To do →
Transcribe all the material exactly. Leave every line as it is.

(Input data)

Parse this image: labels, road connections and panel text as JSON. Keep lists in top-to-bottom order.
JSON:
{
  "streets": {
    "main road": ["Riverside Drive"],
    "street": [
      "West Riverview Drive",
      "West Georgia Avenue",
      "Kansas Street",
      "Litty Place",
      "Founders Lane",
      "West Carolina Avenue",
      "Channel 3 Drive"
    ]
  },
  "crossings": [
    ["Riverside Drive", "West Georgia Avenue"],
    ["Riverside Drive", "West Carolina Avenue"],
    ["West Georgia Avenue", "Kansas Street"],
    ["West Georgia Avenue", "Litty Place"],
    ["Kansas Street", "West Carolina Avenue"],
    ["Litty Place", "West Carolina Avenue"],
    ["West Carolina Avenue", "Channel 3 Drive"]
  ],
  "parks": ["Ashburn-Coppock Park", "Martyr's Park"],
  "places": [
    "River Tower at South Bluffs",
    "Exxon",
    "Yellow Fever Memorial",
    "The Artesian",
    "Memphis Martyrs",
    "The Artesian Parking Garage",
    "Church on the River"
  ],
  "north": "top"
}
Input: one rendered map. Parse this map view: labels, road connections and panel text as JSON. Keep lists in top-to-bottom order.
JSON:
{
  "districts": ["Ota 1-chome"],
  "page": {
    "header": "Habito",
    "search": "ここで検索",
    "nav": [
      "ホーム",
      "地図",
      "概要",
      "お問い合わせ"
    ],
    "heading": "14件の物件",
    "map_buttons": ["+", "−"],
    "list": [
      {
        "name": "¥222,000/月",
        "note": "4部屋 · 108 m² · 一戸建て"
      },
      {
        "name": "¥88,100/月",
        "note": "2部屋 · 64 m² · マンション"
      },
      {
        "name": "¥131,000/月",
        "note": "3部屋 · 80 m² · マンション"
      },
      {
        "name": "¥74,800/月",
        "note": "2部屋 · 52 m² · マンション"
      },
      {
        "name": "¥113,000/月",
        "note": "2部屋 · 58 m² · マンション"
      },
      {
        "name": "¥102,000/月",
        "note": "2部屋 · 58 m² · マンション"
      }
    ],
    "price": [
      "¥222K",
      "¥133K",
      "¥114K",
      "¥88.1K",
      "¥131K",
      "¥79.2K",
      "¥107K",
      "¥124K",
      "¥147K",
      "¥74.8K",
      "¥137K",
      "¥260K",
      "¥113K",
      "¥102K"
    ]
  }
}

(End Input data)

Answer below →
Parse this image: labels, road connections and panel text as JSON. Keep lists in top-to-bottom order.
JSON:
{
  "streets": {
    "main road": ["Riverside Drive"],
    "street": [
      "West Riverview Drive",
      "West Georgia Avenue",
      "Kansas Street",
      "Litty Place",
      "Founders Lane",
      "West Carolina Avenue",
      "Channel 3 Drive"
    ]
  },
  "crossings": [
    ["Riverside Drive", "West Georgia Avenue"],
    ["Riverside Drive", "West Carolina Avenue"],
    ["West Georgia Avenue", "Kansas Street"],
    ["West Georgia Avenue", "Litty Place"],
    ["Kansas Street", "West Carolina Avenue"],
    ["Litty Place", "West Carolina Avenue"],
    ["West Carolina Avenue", "Channel 3 Drive"]
  ],
  "parks": ["Ashburn-Coppock Park", "Martyr's Park"],
  "places": [
    "River Tower at South Bluffs",
    "Exxon",
    "Yellow Fever Memorial",
    "The Artesian",
    "Memphis Martyrs",
    "The Artesian Parking Garage",
    "Church on the River"
  ],
  "north": "top"
}
Input: one rendered map. Parse this map view: labels, road connections and panel text as JSON. Keep lists in top-to-bottom order.
JSON:
{
  "districts": ["Ota 1-chome"],
  "page": {
    "header": "Habito",
    "search": "ここで検索",
    "nav": [
      "ホーム",
      "地図",
      "概要",
      "お問い合わせ"
    ],
    "heading": "14件の物件",
    "map_buttons": ["+", "−"],
    "list": [
      {
        "name": "¥222,000/月",
        "note": "4部屋 · 108 m² · 一戸建て"
      },
      {
        "name": "¥88,100/月",
        "note": "2部屋 · 64 m² · マンション"
      },
      {
        "name": "¥131,000/月",
        "note": "3部屋 · 80 m² · マンション"
      },
      {
        "name": "¥74,800/月",
        "note": "2部屋 · 52 m² · マンション"
      },
      {
        "name": "¥113,000/月",
        "note": "2部屋 · 58 m² · マンション"
      },
      {
        "name": "¥102,000/月",
        "note": "2部屋 · 58 m² · マンション"
      }
    ],
    "price": [
      "¥222K",
      "¥133K",
      "¥114K",
      "¥88.1K",
      "¥131K",
      "¥79.2K",
      "¥107K",
      "¥124K",
      "¥147K",
      "¥74.8K",
      "¥137K",
      "¥260K",
      "¥113K",
      "¥102K"
    ]
  }
}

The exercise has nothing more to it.